Anne Bonny was born in County Cork in 1697. She became one of few female buccaneers. Bonny has become an icon of the Golden Age of Piracy. In an era when women had few rights of their own, Bonny had to show enormous courage in order to become an equal to male crewmembers and respected as a pirate.

The illegitimate daughter of her father and a servant, Mary Brennan, Bonny was taken as a young child to the New World after her father’s infidelity was made public in Ireland. Bonny's mother died when she was 12. There she was brought up on a plantation up until the age of 16, when she fell in love with a privateer named James Bonny.


Bonny's father William Cormac first moved to London to get away from his wife's family, and he began dressing his daughter as a boy and calling her "Andy". When Cormac's wife discovered William had taken in the illegitimate daughter and was bringing the child up to be a lawyer's clerk and dressing her as a boy, she stopped giving him an allowance. Cormac then moved to the Province of Carolina, taking along his former serving girl, the mother of Bonny.







Bonny's father abandoned the original "Mc" prefix of their family name to blend more easily into the Charles Town citizenry. At first, the family had a rough start in their new home, but Cormac's knowledge of law and ability to buy and sell goods soon financed a townhouse and eventually a plantation just out of town. Her father attempted to establish himself as an attorney but did not do well. Eventually, he joined the more profitable merchant business and accumulated a substantial fortune.

It is recorded that Bonny had red hair and was considered a "good catch" but may have had a fiery temper; at age 13, she supposedly stabbed a servant girl with a knife.

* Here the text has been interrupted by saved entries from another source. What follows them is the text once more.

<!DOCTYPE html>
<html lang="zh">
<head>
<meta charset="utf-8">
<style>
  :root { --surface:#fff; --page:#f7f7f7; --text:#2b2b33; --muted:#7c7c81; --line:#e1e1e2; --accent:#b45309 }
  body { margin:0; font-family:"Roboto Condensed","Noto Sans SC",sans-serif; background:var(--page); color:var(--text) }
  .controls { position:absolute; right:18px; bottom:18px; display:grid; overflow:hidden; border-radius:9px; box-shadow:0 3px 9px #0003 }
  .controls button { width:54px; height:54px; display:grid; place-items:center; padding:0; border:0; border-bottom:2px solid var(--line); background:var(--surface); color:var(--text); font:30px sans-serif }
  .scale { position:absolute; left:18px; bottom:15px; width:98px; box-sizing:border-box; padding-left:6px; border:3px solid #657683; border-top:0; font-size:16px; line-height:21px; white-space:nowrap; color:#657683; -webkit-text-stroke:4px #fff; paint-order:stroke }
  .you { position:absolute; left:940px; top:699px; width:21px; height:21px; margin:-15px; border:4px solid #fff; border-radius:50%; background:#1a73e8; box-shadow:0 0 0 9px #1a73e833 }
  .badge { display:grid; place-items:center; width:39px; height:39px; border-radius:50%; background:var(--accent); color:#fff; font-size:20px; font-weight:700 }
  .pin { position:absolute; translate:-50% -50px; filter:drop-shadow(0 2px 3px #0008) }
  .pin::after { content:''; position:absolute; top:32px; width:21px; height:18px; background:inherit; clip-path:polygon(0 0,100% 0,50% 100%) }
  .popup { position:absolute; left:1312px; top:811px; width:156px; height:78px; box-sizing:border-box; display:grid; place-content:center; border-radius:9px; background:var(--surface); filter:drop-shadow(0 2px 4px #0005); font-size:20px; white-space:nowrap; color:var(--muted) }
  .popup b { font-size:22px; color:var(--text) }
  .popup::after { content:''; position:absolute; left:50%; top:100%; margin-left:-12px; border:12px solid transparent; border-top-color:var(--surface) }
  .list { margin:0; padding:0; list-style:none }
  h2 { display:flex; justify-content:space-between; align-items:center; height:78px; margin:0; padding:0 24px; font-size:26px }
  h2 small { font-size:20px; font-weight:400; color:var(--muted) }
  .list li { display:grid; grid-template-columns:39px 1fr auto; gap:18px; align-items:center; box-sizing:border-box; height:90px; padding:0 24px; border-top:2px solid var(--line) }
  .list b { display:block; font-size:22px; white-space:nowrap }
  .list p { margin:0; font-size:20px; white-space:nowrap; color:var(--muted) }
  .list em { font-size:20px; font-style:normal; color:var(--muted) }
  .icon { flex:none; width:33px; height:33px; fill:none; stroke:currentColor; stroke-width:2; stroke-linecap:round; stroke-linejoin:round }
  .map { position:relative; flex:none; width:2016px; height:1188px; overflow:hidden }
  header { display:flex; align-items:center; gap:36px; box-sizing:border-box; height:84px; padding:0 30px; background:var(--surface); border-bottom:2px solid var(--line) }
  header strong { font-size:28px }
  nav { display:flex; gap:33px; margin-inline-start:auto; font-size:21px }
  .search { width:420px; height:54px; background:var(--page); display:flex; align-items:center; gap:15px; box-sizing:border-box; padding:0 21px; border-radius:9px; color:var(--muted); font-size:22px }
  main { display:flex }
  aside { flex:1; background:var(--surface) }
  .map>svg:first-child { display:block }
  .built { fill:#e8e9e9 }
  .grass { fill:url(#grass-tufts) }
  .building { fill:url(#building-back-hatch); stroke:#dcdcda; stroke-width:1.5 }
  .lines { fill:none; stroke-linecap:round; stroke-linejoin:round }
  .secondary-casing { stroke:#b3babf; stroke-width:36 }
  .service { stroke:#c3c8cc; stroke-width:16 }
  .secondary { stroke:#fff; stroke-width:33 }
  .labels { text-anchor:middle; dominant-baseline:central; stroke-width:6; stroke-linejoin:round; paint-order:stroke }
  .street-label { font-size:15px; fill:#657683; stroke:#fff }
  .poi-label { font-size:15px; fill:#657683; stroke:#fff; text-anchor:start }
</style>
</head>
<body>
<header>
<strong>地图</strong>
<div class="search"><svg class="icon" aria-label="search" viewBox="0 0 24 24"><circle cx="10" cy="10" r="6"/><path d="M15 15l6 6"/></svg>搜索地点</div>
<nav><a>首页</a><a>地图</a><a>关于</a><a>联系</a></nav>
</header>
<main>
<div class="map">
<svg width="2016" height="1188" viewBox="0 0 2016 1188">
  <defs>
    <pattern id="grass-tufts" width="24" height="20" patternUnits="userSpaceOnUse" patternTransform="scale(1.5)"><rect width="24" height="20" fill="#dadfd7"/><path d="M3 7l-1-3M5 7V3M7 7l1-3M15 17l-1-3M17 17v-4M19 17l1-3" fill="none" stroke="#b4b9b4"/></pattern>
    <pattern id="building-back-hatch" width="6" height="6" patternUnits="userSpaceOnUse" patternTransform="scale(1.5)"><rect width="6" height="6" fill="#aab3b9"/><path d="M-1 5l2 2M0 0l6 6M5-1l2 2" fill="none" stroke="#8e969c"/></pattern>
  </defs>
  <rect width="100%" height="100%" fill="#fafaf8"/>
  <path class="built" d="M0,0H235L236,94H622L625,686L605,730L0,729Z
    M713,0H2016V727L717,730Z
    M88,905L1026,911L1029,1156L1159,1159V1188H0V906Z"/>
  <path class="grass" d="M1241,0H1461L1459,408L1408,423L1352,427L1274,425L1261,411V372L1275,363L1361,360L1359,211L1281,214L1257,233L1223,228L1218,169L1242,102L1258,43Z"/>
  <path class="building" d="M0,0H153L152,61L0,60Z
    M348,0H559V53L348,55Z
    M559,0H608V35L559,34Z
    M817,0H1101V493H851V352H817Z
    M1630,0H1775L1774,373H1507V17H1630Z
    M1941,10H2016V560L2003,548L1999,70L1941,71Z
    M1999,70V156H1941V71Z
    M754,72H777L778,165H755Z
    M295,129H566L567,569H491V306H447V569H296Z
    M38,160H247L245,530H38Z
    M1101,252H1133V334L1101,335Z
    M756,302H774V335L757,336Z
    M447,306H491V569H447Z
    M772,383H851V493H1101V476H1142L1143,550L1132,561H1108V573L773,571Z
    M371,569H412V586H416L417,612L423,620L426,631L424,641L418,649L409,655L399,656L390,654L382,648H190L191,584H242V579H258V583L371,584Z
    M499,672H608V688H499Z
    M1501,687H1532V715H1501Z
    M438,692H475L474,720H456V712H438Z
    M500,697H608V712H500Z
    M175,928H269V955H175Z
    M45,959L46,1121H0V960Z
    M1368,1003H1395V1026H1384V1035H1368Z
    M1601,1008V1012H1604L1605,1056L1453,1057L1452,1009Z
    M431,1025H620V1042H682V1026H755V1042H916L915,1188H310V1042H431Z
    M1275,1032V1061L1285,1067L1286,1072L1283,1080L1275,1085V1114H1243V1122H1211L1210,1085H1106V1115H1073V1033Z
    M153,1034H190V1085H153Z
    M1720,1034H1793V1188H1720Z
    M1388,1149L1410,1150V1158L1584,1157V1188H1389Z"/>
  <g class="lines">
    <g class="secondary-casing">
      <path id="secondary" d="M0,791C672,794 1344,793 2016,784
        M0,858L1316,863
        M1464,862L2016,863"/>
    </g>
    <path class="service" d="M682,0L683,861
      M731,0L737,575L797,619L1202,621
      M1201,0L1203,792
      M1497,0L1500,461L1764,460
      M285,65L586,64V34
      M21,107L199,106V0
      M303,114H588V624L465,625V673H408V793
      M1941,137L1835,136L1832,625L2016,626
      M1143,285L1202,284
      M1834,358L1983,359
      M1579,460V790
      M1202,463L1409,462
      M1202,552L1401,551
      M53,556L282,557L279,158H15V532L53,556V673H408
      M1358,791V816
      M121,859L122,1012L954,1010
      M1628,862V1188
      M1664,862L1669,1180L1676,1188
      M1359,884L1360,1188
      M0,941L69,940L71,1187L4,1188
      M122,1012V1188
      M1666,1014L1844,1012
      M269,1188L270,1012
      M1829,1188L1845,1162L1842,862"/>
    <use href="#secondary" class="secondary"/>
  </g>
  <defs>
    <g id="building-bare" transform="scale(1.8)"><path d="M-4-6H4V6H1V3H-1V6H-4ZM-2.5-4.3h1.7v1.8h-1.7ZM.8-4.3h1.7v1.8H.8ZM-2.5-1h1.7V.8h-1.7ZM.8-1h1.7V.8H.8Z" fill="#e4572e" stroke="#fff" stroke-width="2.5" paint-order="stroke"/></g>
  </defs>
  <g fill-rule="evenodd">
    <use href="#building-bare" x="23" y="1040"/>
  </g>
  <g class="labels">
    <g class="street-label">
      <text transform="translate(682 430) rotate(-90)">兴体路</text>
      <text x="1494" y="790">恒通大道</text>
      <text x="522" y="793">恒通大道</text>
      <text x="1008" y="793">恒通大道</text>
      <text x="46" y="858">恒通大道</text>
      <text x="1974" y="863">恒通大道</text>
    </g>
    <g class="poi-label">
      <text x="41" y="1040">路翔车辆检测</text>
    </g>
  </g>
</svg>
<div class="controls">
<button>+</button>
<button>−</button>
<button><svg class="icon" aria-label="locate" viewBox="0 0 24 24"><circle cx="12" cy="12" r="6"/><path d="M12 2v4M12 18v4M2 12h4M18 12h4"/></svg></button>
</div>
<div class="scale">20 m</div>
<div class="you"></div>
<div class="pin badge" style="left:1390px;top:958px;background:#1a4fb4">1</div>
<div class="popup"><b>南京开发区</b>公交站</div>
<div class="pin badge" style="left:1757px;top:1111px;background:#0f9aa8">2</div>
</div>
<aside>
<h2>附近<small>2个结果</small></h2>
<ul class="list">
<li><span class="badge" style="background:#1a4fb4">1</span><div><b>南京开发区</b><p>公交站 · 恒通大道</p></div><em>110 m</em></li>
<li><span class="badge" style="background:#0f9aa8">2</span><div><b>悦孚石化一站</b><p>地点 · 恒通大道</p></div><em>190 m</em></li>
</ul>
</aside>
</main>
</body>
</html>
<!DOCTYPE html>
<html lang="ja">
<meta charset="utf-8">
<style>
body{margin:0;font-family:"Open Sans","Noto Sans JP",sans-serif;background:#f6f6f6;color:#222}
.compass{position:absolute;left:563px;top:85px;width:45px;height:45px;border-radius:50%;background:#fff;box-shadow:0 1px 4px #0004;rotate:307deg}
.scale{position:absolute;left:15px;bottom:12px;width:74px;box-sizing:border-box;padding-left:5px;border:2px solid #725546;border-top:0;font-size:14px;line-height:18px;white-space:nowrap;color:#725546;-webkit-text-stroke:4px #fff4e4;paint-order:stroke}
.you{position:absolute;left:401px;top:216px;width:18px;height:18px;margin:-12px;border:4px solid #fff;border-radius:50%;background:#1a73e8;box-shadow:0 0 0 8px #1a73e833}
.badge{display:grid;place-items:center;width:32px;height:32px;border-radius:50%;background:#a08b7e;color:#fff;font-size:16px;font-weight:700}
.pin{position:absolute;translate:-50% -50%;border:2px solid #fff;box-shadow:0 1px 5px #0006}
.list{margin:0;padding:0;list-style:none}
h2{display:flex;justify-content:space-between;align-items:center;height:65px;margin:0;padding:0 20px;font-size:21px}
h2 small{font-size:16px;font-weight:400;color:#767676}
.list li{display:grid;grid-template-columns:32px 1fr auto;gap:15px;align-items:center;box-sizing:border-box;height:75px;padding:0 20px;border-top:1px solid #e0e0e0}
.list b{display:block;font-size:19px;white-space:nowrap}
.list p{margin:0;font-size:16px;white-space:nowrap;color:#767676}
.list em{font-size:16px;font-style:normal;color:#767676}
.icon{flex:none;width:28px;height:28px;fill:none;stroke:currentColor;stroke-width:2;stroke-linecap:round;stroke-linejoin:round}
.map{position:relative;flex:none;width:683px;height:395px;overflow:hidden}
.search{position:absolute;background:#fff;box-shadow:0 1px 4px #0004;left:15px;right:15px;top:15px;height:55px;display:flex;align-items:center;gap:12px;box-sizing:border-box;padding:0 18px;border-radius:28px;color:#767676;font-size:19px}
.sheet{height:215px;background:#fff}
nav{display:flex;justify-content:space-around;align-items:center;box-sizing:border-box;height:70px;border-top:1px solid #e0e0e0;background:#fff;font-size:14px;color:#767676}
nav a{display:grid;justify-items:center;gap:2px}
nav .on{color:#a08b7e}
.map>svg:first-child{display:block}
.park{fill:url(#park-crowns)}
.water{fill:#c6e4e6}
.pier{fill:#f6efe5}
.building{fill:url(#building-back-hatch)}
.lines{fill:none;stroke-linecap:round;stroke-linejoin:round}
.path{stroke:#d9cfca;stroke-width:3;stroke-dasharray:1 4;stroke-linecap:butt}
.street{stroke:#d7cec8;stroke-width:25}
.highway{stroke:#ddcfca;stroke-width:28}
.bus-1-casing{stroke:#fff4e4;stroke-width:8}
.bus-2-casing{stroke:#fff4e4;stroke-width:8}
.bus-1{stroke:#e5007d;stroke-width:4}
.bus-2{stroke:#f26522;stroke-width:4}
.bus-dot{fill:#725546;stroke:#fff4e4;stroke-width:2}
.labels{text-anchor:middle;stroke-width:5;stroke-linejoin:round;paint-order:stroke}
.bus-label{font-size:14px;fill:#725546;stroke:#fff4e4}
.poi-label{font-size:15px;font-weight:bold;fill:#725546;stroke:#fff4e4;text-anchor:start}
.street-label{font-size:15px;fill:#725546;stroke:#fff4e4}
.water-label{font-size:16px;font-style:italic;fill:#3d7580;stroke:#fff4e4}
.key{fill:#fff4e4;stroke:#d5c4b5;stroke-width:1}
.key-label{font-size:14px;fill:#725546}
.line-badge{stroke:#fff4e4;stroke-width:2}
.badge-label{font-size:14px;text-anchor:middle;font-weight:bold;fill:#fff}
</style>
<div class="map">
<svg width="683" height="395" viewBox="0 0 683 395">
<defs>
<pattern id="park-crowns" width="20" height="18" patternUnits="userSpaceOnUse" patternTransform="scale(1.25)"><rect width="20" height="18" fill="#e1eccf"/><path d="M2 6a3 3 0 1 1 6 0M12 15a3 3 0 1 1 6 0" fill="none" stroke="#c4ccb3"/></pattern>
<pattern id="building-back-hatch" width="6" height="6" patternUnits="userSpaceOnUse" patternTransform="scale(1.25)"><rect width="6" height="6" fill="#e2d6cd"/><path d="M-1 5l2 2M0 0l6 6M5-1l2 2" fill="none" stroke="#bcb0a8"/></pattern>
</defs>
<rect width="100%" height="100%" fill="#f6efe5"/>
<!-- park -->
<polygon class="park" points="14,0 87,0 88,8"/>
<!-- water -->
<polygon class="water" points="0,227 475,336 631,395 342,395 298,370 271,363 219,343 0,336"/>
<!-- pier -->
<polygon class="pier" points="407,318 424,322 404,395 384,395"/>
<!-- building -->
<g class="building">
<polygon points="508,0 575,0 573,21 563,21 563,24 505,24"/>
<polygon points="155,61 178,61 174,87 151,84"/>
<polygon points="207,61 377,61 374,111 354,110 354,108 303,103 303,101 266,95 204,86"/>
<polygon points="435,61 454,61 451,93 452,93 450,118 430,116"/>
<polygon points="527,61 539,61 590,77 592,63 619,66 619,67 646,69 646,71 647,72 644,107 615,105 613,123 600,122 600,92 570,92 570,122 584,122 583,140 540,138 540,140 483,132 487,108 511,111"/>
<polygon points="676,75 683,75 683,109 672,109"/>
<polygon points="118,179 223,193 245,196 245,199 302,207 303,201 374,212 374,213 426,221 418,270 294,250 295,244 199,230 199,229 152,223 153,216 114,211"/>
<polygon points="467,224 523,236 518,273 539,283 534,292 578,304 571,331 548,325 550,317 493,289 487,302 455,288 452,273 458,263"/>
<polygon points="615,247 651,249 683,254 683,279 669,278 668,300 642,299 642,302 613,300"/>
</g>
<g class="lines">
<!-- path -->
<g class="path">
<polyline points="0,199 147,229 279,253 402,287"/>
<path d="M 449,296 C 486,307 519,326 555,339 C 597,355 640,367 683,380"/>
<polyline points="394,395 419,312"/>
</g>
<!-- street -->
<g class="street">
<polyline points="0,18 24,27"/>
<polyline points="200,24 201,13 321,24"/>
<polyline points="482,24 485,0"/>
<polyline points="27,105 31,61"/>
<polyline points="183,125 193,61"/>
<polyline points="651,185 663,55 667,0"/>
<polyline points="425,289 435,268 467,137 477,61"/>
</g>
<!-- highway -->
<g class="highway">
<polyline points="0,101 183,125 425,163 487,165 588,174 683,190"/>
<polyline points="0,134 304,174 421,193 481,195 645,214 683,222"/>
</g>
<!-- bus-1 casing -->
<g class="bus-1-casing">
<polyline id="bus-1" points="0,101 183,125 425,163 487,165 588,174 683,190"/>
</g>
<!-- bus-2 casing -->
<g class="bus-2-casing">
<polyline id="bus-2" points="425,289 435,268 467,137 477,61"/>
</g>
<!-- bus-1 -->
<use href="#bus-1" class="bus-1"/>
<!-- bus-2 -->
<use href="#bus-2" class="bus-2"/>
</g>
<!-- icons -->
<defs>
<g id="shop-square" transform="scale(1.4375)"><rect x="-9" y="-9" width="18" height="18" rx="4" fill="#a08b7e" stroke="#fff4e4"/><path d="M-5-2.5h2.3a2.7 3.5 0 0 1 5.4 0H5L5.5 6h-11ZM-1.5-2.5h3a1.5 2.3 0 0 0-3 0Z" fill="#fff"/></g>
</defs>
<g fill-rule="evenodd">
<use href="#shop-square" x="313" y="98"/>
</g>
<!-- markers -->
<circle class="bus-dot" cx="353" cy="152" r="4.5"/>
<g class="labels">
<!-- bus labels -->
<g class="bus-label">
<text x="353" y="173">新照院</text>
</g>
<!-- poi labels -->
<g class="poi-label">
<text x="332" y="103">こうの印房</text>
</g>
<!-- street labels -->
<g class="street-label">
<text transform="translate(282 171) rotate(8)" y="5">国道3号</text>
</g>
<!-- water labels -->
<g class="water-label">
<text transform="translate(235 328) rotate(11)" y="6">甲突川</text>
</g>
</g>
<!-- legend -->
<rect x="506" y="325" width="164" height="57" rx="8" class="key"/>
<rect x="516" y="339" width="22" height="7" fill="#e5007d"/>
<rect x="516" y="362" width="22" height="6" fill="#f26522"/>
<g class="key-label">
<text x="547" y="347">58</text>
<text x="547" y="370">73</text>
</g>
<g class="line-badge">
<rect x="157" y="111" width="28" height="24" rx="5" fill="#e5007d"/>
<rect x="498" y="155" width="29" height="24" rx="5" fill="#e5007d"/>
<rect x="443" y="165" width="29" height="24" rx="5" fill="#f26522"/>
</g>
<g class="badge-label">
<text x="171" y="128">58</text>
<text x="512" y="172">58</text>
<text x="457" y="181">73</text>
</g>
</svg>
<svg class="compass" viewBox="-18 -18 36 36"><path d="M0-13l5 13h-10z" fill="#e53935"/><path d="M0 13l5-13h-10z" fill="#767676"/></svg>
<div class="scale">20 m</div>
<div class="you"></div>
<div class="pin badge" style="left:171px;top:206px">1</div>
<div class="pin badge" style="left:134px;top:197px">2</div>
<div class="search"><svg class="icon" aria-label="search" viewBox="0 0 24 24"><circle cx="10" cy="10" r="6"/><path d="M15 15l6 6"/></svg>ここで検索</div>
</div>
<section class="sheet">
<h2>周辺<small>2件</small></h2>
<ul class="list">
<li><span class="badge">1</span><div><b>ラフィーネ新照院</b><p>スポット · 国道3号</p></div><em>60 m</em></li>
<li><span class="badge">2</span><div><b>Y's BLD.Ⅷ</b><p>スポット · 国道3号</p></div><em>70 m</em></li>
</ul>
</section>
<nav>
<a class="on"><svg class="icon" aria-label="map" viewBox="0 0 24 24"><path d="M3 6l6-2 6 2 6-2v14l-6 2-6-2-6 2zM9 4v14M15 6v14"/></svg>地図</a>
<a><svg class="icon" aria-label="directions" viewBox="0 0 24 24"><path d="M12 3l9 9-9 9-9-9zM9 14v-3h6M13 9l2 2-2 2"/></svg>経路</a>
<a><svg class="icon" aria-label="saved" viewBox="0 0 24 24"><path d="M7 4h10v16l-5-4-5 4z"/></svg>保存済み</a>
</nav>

After marrying James, much to the disapproval of her father, Bonny established herself in the pirate hideout of New Providence. The extensive network she built with numerous pirates soon began to compromise her marriage, as James Bonny had become a pirate informer. Her feelings towards the notorious pirate Jack Rackham didn’t help matters either, and the two eloped together in 1719.







Aboard Rackham’s vessel 'Revenge,' Bonny also developed an intimate personal relationship with Mary Read, another female pirate who like herself, had disguised herself as a man.


Legend has it that Bonny fell in love with Read only to be bitterly disappointed when she revealed her true gender, but more likely they had some kind of early lesbian encounter. Rackham was also thought to have become extremely jealous of the two’s intimacy, but may have been more understanding in an enlightened age.